The hot coffee was generously laced with brandy and she choked on the first swallow. His hand was running briskly up and down her back. “Slowly, my dear, slowly. We won’t start back down until you’re ready. No storm is forecast for tonight. I blame myself for not checking the weather report before we started out yesterday. That first storm was expected in the higher elevations. I could have prevented this entire nightmare.”

How glad she was that she and Reeves had been innocent of the storm predictions. They couldn’t be held accountable. They had been victims.

“Reeves, you seem hale and hearty enough despite your ordeal,” Helmut beamed. She didn’t turn around, though she heard Reeves’s footsteps crunching on the snow. “Someone pour this man a drink,” Helmut ordered. “I’m eager to hear how you managed to survive the night and come out of it seemingly unscathed and none the worse for wear.”

Jordan rotated slowly in Helmut’s arms and saw Reeves take a cup similar to the one she was drinking from. He sipped the hot coffee and thanked both Helmut and his assistant.
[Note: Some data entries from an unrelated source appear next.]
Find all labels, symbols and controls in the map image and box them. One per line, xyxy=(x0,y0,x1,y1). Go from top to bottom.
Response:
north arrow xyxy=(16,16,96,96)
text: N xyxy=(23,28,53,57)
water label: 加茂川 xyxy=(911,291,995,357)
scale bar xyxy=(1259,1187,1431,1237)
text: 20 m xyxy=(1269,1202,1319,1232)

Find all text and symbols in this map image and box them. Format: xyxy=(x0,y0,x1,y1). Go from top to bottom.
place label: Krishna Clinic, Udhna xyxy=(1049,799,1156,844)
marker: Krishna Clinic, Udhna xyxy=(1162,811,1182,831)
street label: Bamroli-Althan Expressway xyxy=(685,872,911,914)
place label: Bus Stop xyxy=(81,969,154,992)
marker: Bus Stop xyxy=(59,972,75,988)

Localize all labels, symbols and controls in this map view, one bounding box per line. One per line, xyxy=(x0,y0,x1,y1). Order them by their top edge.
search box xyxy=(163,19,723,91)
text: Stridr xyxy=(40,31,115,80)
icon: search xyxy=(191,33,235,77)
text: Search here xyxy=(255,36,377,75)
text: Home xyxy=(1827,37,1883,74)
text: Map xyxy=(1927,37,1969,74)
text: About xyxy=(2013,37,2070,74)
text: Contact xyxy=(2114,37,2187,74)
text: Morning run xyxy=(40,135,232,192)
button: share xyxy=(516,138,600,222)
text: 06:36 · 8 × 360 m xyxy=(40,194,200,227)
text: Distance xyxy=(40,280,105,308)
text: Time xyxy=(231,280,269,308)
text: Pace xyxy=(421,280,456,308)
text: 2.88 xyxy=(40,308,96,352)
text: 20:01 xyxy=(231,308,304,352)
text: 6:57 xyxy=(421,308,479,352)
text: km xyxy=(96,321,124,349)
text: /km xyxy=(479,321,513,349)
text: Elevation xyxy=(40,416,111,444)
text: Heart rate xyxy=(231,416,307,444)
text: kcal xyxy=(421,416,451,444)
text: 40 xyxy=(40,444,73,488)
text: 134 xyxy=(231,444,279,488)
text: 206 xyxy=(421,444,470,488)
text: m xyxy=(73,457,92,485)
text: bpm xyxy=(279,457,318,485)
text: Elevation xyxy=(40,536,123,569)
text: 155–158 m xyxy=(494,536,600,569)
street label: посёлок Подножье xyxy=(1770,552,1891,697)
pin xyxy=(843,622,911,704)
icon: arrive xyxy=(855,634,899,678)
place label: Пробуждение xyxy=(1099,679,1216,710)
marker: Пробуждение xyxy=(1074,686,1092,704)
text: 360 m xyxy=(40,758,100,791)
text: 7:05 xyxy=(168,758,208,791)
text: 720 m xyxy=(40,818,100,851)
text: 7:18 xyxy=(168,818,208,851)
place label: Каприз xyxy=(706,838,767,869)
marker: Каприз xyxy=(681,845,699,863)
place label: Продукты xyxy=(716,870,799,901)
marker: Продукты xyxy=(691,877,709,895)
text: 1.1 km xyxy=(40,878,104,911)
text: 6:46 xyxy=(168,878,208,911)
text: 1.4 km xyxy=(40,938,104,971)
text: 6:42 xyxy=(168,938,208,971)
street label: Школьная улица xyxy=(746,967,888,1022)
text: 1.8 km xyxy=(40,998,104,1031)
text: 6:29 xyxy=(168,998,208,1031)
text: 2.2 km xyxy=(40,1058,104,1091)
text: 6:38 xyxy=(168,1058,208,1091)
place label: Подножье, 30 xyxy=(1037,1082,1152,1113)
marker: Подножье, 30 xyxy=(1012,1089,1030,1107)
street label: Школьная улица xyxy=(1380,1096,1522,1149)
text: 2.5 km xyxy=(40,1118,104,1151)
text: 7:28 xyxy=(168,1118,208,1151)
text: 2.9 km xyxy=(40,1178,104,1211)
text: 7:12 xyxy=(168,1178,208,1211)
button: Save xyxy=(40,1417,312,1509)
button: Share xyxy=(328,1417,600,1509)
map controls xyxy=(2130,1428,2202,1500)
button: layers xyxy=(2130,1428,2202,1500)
“After eating that bountiful lunch you brought along, Jordan and I decided to walk it off and go farther up the mountain. We sat down to rest awhile and …” His voice trailed off. Green eyes slid to Jordan, where she was still leaning against Helmut. The eyes bore into her and Reeves’s voice was hard when he continued. “We fell asleep. When we woke up, it was snowing.”

Briefly he outlined their halting trip back down the mountain until they discovered the tool shed. “Luckily we were able to take refuge there.”

Again his eyes flew to Jordan and again she read the open hostility and scorn there. He ignored her then as he turned back to Helmut. “Before the night was over, we were grateful both to a benevolent farmer and to your picnic basket.”

Helmut laughed then and clapped Reeves on the shoulder. “Thank you for taking care of my girl for me.”

Jordan winced at the words. She dared to look up at Reeves. A disdainful sneer marred the handsome features of his face. “She’s a woman easily pleased.” The underlying insult was understood only by her, but she caught his disparagement and resented it highly. She hadn’t exactly ripped off his clothes and chased him around that shed until he finally submitted to her!

She turned back to Helmut and asked, “What about your airplane?”

He stroked her cheek with a loving finger. “How like you, Jordan, darling, to be worried about someone else’s crisis when living through one of your own. My pilot crash landed the aircraft. He, the crew, and the cargo were all intact.”